Try it> With both ends included, repeat exactly the lines of the entries below from the one containing "display:flex; align-items:center; gap:24px;" down to the one containing "display:flex; gap:16px; margin-top:auto;", and no others.

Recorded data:

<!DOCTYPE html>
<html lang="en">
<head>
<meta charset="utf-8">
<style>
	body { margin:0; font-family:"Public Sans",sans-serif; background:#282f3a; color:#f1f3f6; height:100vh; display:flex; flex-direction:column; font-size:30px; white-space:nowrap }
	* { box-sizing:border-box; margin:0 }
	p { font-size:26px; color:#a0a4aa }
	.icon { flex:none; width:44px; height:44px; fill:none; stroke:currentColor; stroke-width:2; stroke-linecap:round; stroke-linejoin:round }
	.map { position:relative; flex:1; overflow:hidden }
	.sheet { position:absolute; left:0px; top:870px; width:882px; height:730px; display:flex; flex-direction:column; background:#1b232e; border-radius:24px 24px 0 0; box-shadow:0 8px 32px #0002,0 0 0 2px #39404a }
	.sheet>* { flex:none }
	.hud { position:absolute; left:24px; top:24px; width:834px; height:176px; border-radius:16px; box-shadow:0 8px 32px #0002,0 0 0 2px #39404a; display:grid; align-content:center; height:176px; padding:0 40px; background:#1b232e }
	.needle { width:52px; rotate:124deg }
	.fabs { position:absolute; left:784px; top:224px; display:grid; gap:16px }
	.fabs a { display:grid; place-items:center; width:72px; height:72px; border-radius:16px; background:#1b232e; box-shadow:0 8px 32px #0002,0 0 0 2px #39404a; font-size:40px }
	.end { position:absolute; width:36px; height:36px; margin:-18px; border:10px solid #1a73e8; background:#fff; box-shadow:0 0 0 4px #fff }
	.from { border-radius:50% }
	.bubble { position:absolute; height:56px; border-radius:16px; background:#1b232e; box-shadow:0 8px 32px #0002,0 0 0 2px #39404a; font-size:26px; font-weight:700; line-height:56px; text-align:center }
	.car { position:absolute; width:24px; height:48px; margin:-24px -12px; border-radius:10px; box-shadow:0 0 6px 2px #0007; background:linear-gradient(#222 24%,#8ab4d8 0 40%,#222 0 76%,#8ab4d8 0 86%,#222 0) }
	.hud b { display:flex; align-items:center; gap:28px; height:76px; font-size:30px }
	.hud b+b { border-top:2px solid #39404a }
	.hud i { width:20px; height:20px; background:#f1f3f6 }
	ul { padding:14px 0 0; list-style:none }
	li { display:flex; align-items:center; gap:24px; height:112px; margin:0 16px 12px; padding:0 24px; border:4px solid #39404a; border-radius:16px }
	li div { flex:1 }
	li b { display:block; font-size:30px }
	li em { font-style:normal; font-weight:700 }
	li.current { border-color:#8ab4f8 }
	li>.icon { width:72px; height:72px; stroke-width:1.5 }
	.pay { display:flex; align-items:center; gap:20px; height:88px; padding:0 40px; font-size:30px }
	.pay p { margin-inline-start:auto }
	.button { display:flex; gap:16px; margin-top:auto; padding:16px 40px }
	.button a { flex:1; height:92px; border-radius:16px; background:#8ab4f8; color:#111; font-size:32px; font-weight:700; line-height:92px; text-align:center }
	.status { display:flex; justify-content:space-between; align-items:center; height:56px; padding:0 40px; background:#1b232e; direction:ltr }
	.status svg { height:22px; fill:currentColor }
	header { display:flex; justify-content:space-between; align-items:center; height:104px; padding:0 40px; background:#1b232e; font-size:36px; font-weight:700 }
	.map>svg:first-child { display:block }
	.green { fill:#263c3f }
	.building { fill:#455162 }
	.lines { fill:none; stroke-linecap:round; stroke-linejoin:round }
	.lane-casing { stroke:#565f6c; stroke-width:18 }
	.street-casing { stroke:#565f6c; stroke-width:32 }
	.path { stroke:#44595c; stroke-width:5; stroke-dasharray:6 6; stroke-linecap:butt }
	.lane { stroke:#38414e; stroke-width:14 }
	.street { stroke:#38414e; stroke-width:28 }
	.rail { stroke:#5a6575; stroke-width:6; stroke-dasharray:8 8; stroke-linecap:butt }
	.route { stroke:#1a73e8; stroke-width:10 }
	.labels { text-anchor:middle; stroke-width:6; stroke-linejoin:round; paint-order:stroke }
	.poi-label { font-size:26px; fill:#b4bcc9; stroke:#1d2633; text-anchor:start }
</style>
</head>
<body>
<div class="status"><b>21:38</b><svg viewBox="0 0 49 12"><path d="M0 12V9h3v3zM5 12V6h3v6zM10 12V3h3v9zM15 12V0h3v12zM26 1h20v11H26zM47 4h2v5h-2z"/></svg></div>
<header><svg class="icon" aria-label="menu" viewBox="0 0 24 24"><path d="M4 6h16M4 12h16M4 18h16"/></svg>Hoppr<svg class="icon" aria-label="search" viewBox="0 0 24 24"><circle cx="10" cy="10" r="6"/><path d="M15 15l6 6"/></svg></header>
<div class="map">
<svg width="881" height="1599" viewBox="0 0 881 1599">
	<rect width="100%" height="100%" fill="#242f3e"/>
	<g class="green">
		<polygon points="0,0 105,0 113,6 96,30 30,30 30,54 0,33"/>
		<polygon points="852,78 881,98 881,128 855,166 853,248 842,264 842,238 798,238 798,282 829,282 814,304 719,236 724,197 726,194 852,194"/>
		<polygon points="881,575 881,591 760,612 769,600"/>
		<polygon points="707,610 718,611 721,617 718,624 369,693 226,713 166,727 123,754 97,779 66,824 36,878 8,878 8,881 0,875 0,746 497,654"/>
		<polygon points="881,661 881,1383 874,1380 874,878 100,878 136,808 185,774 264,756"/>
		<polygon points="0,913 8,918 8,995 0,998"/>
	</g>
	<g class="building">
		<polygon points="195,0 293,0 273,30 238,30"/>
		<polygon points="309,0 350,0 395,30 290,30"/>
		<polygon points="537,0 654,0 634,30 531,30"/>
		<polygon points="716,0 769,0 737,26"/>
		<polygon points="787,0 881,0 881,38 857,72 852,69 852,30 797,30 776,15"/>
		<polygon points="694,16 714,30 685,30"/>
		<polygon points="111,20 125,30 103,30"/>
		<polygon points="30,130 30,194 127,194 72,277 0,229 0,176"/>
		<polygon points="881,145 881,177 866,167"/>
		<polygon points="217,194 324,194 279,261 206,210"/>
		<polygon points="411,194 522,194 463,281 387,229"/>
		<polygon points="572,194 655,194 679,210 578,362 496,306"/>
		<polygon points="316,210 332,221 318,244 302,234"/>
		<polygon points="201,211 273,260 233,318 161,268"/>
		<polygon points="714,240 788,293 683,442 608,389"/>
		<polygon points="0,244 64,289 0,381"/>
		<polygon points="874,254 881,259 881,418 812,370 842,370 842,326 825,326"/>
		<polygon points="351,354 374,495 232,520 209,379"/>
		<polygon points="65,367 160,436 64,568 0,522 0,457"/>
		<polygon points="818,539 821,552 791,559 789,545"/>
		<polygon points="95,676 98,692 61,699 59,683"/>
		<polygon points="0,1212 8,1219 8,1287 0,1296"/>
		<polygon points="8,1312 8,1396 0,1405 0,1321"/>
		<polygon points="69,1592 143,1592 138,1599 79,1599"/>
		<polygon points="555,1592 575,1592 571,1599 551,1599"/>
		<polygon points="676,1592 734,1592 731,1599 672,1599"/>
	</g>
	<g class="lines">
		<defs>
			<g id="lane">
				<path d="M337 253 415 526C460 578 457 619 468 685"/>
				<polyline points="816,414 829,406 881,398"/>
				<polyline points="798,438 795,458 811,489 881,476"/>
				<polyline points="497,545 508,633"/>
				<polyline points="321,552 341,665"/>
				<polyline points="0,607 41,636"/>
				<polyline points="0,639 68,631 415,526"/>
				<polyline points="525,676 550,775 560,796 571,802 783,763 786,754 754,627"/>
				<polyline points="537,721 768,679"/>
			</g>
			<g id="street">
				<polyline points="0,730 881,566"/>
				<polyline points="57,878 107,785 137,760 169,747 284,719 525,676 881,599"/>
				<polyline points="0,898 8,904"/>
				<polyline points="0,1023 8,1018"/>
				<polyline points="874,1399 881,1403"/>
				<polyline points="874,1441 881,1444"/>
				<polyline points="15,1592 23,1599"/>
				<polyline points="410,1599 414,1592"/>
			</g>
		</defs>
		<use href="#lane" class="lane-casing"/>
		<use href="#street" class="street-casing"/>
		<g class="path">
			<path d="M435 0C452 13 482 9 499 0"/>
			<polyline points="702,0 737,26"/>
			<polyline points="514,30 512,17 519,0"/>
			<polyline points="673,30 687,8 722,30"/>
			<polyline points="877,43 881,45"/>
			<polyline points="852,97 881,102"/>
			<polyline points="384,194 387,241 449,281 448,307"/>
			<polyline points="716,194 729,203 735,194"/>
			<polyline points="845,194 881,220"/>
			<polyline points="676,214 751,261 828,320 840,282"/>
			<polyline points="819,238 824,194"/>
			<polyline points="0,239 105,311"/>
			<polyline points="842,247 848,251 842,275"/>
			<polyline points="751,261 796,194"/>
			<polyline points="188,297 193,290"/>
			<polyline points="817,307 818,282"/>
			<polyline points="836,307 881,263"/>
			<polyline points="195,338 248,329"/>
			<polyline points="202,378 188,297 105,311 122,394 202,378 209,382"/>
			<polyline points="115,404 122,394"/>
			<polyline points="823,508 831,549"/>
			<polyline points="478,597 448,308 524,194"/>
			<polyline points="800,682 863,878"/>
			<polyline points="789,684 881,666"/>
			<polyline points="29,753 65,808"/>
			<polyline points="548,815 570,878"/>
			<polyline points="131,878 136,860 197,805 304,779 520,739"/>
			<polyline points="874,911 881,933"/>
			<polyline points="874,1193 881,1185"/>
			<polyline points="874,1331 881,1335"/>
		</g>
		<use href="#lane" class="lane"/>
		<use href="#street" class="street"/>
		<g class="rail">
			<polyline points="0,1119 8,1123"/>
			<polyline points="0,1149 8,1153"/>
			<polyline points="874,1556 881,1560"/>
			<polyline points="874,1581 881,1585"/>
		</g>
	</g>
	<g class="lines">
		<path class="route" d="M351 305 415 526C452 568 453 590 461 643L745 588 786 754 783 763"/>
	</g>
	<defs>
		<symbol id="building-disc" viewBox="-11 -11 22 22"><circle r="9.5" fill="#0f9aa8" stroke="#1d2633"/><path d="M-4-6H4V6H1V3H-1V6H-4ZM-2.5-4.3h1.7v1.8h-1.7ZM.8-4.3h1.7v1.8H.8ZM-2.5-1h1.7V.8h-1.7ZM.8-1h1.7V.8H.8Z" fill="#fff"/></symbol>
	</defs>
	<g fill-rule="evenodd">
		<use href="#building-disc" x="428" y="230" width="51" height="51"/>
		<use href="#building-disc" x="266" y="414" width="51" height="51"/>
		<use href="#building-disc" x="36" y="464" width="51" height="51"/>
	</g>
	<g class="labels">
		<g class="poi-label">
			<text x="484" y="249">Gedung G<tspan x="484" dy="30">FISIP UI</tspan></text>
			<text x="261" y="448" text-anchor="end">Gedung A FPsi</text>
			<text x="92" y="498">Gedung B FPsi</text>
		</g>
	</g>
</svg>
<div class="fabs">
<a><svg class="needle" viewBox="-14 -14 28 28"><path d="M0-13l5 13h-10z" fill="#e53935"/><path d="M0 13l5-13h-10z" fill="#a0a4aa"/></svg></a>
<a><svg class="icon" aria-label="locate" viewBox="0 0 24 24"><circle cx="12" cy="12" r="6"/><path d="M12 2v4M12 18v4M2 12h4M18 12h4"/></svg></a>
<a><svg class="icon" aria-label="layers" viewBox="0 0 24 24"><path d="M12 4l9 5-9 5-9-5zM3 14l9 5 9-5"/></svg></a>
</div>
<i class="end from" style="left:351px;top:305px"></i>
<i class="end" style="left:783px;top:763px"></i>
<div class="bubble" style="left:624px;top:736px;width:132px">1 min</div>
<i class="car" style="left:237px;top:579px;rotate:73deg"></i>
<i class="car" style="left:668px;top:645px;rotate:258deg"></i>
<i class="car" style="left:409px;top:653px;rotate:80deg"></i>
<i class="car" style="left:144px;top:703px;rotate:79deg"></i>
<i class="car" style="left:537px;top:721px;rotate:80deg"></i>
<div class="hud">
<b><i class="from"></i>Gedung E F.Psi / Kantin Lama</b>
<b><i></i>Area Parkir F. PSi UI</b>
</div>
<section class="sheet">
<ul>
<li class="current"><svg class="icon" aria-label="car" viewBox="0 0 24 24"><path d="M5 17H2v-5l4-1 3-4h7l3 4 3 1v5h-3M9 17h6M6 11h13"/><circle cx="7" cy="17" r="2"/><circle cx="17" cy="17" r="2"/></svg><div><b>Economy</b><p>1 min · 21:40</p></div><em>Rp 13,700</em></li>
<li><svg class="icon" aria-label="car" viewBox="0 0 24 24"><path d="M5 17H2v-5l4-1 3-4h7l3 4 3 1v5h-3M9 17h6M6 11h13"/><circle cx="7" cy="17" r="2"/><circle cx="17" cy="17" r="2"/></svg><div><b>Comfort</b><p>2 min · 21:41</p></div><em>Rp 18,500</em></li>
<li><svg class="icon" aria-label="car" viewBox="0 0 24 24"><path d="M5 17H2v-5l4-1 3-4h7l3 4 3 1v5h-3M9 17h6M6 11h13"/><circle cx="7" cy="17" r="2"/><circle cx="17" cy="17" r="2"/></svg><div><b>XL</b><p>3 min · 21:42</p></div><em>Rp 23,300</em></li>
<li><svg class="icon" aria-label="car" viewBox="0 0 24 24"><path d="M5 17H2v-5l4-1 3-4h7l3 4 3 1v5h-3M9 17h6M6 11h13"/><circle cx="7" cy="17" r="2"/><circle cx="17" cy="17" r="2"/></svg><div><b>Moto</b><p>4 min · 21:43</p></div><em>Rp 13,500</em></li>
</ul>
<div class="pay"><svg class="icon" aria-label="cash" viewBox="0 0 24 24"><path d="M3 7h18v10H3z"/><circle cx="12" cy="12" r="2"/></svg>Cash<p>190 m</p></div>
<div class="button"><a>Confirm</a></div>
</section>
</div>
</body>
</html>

Exercise result>
	li { display:flex; align-items:center; gap:24px; height:112px; margin:0 16px 12px; padding:0 24px; border:4px solid #39404a; border-radius:16px }
	li div { flex:1 }
	li b { display:block; font-size:30px }
	li em { font-style:normal; font-weight:700 }
	li.current { border-color:#8ab4f8 }
	li>.icon { width:72px; height:72px; stroke-width:1.5 }
	.pay { display:flex; align-items:center; gap:20px; height:88px; padding:0 40px; font-size:30px }
	.pay p { margin-inline-start:auto }
	.button { display:flex; gap:16px; margin-top:auto; padding:16px 40px }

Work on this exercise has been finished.